The approach to the problem is simple with the formula.

- Initialize the answer as arr[0].
- Iterate from arr[1] to arr[n-1] (assuming the array size is n), and the find the LCM of the current answer and the ith number of the array. In other words, LCM(ans, arr[i]) = ans x arr[i] / gcd(ans, arr[i]).

**Example**

```
Input: arr[] = {1, 2, 3, 8}
Approach:
Step 0:
Initialize ans = arr[0] = 1
Step 1:
LCM(ans, arr[1]) = LCM(1, 2) = 2
Step 2:
LCM(ans, arr[2]) = LCM(2, 3) = 6
Step 3:
LCM(ans, arr[3]) = LCM(6, 8) = 24
Output: 24
```

**Solution**

C++

```
#include <bits/stdc++.h>
using namespace std;
// Function to find
// GCD of 'a' and 'b'
int gcd(int a, int b)
{
if (b == 0)
return a;
return gcd(b, a % b);
}
// Function to find
// LCM of array elements
int findlcm(int arr[], int n)
{
// Initialize answer
int ans = arr[0];
for (int i = 1; i < n; i++)
ans = (((arr[i] * ans)) /
(gcd(arr[i], ans)));
return ans;
}
int main()
{
int arr[] = { 1, 2, 3, 8 };
int n = sizeof(arr) / sizeof(arr[0]);
cout << findlcm(arr, n);
return 0;
}
```

**Output**

```
24
```

**Time Complexity**: O(n), since we're traversing through all the array elements.

**Space Complexity**: O(1), no auxiliary space is used.

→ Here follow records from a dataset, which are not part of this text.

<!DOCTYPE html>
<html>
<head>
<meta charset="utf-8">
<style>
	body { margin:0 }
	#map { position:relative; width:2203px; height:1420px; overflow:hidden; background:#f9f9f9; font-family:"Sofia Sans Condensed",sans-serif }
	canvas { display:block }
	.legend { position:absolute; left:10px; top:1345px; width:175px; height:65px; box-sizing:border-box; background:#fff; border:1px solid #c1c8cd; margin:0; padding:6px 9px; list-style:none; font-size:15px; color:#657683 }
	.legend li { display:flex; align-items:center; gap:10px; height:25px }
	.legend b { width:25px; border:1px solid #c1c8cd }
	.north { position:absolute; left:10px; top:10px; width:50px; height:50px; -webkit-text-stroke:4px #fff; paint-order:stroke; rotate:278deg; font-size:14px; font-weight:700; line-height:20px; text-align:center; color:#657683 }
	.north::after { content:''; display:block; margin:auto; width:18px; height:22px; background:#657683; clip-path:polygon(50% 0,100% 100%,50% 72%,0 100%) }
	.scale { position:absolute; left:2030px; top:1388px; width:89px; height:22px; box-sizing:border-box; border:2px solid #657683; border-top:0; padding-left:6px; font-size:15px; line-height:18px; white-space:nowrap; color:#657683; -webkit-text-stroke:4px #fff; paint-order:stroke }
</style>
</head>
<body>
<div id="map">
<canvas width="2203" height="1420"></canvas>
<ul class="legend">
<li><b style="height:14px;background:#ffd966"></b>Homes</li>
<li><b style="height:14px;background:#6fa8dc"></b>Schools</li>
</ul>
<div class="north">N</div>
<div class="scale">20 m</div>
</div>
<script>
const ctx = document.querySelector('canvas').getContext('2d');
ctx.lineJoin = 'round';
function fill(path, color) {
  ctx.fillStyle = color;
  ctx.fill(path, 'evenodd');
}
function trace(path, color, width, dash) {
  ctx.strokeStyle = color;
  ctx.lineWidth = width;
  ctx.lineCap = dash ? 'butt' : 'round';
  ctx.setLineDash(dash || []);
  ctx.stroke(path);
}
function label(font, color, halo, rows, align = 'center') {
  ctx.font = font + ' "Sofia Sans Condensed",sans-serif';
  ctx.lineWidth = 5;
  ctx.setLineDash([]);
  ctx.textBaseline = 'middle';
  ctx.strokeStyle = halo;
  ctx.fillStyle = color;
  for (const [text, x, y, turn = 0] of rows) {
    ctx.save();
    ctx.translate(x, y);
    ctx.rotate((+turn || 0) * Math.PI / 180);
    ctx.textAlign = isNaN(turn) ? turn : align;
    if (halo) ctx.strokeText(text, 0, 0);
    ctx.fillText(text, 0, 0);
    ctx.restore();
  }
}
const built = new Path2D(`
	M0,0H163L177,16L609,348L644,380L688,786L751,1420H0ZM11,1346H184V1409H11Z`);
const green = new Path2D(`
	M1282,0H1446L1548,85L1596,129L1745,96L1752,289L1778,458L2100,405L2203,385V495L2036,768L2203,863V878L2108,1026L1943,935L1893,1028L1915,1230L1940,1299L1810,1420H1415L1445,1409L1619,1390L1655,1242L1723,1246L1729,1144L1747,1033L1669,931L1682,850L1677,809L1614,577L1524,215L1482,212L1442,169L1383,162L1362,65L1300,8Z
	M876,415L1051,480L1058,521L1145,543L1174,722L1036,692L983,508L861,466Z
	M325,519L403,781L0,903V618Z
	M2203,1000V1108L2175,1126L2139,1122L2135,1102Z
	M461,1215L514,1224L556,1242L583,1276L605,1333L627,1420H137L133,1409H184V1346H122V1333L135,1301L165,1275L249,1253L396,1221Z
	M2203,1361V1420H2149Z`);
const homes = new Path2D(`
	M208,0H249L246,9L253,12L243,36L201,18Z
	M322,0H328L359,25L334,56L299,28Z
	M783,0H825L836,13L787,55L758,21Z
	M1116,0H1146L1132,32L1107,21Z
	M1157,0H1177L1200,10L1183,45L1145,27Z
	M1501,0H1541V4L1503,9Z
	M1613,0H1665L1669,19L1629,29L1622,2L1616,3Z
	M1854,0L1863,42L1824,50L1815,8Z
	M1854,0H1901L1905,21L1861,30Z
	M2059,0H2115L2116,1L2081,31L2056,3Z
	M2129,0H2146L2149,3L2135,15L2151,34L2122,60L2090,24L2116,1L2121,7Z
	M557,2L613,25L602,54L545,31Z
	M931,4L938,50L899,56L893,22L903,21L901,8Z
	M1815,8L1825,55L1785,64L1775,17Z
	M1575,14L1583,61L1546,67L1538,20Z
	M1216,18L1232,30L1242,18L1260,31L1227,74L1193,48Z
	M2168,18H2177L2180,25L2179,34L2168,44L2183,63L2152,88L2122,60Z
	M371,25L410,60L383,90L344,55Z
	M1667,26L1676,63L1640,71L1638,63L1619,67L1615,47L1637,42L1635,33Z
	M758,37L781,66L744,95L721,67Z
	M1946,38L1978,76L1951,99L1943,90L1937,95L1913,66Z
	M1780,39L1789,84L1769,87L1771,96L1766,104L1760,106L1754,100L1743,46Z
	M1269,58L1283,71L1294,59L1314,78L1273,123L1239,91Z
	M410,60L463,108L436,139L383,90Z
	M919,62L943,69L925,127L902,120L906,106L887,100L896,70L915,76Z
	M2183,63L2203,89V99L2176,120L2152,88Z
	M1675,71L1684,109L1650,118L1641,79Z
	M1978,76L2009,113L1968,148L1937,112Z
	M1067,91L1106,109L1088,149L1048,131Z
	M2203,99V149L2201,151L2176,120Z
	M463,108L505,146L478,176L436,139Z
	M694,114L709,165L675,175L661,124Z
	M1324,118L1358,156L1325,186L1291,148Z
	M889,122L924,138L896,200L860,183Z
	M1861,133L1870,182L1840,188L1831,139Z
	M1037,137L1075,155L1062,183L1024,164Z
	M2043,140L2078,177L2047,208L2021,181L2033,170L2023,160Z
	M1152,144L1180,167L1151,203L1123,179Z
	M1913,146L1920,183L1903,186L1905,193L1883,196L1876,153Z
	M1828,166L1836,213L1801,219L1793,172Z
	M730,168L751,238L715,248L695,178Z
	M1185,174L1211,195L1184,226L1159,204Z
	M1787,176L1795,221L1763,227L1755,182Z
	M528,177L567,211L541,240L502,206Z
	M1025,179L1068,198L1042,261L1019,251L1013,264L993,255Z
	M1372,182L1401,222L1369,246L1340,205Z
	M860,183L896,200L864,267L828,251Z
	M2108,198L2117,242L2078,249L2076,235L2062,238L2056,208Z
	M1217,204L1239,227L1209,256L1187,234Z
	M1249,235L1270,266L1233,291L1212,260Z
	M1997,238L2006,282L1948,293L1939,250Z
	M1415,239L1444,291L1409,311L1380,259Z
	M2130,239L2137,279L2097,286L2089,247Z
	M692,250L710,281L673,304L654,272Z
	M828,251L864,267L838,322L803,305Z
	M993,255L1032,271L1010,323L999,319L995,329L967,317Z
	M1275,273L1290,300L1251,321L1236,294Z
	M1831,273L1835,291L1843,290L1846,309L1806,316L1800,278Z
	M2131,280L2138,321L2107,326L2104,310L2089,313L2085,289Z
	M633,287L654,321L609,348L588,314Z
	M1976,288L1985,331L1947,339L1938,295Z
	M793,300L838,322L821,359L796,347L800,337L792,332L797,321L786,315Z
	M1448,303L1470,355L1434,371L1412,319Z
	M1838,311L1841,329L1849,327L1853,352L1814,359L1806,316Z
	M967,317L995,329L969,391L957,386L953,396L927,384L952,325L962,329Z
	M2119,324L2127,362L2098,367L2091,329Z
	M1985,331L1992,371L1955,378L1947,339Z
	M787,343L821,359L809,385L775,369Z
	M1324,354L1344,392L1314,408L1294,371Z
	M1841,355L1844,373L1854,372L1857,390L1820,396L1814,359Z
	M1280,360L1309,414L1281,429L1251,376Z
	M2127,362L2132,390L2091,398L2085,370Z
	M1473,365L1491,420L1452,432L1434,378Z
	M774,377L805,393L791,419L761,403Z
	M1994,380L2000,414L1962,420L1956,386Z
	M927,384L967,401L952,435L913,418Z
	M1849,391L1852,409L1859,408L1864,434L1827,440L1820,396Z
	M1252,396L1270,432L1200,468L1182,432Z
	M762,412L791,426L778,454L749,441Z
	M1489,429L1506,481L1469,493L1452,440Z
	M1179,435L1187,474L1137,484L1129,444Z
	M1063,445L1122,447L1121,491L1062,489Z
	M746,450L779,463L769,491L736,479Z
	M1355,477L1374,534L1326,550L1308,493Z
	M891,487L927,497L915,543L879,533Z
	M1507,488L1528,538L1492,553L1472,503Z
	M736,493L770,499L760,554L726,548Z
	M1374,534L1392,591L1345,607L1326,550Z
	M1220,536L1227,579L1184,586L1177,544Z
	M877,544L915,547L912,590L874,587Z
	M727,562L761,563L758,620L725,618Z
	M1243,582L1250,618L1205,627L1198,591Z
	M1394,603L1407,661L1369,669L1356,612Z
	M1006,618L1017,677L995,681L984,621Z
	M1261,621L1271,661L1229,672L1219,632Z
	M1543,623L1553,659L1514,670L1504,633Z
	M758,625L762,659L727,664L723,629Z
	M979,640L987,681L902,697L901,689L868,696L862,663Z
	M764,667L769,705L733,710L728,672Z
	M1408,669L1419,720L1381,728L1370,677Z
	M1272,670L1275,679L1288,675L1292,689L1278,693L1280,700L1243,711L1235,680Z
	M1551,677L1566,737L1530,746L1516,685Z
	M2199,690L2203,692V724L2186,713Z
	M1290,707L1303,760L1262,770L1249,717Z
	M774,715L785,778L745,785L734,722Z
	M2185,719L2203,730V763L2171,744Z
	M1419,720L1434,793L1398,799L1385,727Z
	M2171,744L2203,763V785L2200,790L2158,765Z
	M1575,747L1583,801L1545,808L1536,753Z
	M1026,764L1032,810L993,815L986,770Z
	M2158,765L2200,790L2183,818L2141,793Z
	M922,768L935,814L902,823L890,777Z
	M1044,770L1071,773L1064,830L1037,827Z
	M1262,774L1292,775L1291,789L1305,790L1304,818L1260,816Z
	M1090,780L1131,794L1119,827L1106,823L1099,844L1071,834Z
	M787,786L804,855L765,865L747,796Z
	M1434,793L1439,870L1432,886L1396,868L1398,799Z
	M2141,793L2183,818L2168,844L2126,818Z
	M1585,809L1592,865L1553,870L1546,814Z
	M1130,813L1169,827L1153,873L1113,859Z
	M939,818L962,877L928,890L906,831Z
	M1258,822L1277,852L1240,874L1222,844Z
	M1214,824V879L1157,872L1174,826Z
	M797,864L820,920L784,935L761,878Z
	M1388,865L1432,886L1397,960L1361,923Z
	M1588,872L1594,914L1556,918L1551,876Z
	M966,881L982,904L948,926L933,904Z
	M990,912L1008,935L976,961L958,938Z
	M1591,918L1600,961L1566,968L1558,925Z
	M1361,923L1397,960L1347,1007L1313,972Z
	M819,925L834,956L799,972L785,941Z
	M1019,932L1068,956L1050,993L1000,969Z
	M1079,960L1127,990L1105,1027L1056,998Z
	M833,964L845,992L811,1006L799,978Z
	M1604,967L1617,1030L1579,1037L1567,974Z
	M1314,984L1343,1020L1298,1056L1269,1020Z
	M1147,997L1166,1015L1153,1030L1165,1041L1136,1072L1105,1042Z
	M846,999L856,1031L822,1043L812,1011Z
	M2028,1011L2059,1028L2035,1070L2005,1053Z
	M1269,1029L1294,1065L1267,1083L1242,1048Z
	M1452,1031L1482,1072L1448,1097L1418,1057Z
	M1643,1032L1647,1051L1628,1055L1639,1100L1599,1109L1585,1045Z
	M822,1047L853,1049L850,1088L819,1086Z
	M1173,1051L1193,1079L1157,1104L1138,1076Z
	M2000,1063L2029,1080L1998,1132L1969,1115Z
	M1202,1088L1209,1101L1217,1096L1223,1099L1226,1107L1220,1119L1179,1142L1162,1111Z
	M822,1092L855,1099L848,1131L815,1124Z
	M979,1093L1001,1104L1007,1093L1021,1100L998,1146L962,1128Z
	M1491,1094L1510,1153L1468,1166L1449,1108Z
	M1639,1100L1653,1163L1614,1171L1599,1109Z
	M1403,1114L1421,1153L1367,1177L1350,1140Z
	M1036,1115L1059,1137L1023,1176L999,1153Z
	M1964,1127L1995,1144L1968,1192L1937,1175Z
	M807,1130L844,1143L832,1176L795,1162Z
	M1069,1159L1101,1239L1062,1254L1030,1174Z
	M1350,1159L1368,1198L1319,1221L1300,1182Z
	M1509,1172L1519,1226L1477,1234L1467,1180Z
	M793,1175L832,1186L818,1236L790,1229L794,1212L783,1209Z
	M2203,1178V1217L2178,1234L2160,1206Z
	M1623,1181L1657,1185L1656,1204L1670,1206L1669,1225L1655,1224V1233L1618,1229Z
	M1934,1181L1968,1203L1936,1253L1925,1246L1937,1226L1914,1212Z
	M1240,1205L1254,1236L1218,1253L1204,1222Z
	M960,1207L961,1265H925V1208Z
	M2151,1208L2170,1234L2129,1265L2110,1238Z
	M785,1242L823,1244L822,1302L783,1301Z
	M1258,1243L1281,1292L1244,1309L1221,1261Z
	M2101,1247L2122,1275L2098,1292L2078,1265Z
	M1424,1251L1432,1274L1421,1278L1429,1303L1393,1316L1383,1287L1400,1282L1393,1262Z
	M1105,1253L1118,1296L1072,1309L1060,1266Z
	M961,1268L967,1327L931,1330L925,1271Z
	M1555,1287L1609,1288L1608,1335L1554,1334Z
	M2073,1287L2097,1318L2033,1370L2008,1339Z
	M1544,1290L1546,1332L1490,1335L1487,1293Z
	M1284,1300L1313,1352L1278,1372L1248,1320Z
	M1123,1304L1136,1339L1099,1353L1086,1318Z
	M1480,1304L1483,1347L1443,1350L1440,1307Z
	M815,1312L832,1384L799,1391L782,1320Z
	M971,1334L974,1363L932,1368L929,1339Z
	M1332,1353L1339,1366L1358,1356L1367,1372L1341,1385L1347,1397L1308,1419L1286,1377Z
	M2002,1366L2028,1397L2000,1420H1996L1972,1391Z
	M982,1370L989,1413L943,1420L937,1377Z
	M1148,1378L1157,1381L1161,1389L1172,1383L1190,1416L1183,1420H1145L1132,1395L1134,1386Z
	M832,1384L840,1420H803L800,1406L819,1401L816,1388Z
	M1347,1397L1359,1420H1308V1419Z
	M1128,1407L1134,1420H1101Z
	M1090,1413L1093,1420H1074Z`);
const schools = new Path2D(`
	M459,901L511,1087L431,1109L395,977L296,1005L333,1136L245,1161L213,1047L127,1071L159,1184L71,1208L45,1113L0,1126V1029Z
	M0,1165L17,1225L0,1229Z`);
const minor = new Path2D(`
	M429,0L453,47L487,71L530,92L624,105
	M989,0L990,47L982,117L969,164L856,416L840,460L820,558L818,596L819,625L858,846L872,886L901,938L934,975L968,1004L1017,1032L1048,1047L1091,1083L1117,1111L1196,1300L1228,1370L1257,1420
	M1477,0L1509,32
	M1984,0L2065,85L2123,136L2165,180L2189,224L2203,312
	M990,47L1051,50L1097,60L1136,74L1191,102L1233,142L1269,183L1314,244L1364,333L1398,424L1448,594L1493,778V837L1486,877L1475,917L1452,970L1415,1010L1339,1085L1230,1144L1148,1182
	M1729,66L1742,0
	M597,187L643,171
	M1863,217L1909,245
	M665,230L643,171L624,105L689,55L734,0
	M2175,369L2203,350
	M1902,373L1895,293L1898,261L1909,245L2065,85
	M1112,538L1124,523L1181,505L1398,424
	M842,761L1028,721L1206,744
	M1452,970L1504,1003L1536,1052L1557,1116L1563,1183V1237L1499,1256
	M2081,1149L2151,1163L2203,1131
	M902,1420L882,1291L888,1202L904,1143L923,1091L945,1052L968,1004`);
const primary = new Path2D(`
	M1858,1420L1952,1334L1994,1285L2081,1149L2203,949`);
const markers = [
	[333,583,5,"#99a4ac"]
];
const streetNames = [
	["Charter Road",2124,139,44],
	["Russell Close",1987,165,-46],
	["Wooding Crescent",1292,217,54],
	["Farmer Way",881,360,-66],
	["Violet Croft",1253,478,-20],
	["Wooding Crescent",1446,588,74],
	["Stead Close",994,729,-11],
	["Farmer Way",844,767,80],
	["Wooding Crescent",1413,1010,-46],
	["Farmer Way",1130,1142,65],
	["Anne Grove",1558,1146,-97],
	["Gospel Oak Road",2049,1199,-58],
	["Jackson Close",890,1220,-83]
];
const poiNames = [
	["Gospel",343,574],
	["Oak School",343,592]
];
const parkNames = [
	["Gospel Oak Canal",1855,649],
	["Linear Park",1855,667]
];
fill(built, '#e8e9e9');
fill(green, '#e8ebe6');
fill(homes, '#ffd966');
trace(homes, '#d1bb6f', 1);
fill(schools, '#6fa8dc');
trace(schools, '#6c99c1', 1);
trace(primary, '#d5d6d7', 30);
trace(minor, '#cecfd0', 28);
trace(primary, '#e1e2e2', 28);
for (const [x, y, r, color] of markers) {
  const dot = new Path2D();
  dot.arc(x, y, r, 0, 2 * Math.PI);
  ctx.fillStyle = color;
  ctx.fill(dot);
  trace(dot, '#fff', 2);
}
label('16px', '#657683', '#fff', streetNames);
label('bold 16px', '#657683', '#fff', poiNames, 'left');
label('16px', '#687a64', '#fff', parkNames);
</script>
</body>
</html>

# Method 2 (without using GCD)

**Approach**

- Initialize answer as 1.
- Find a common factor of any two or more elements in the array. Divide the multiples of that common factor in the array by the factor and multiply the answer by the same.
- Repeat Step 2 until there is no common factor left.
- Multiply the remaining elements of the array with the current answer to obtain the final answer.

**Example**

```
Input: arr[] = {3, 6, 9, 10}
Approach:
Step 0:
Initialize ans = 1
Step 1:
2 is a common factor in
two or more elements.
Divide the multiples by 2
arr[] = {3, 3, 9, 5}
Multiply ans by 2
ans = 1 * 2 = 2
Step 2:
3 is a common factor in
two or more elements.
Divide the multiples by 3
arr[] = {1, 1, 3, 5}
Multiply ans by 3
ans = 2 * 3 = 6
Step 3:
No more common factors left.
Multiply the ans with
the remaining elements
ans = 6 * 1 * 1 * 3 * 5 = 90
Output: 90
```

**Solution**

C++

```
#include<bits/stdc++.h>
using namespace std;
long long int LCM(int arr[], int n)
{
// Find the maximum value in arr[]
int maxi = 0;
for (int i=0; i<n; i++)
if (maxi < arr[i])
maxi = arr[i];
// Initialize answer
long long int ans = 1;
// Find all factors that are present in
// two or more array elements.
int x = 2; // Starting from minimum factor of 2
while (x <= maxi)
{
// To store indexes of all array
// elements that are divisible by x
vector<int> indexes;
for (int j=0; j<n; j++)
if (arr[j]%x == 0)
indexes.push_back(j);
// If there are 2 or more array elements
// that are divisible by x.
if (indexes.size() >= 2)
{
// Reduce all array elements divisible
// by x
for (int j=0; j<indexes.size(); j++)
arr[indexes[j]] = arr[indexes[j]]/x;
ans = ans * x;
}
else
x++;
}
// Then multiply all reduced array elements
for (int i=0; i<n; i++)
res = res*arr[i];
return res;
}
int main()
{
int arr[] = {3, 6, 9, 10};
int n = sizeof(arr)/sizeof(arr[0]);
cout << LCM(arr, n) << "\n";
return 0;
}
```

**Output**

```
90
```

**Time Complexity**: O(n^2) in the worst case, since there are two loops involved.

**Space Complexity**: O(1), no auxiliary space is used.

With this article at OpenGenus, we can find the LCM of an array of numbers efficiently.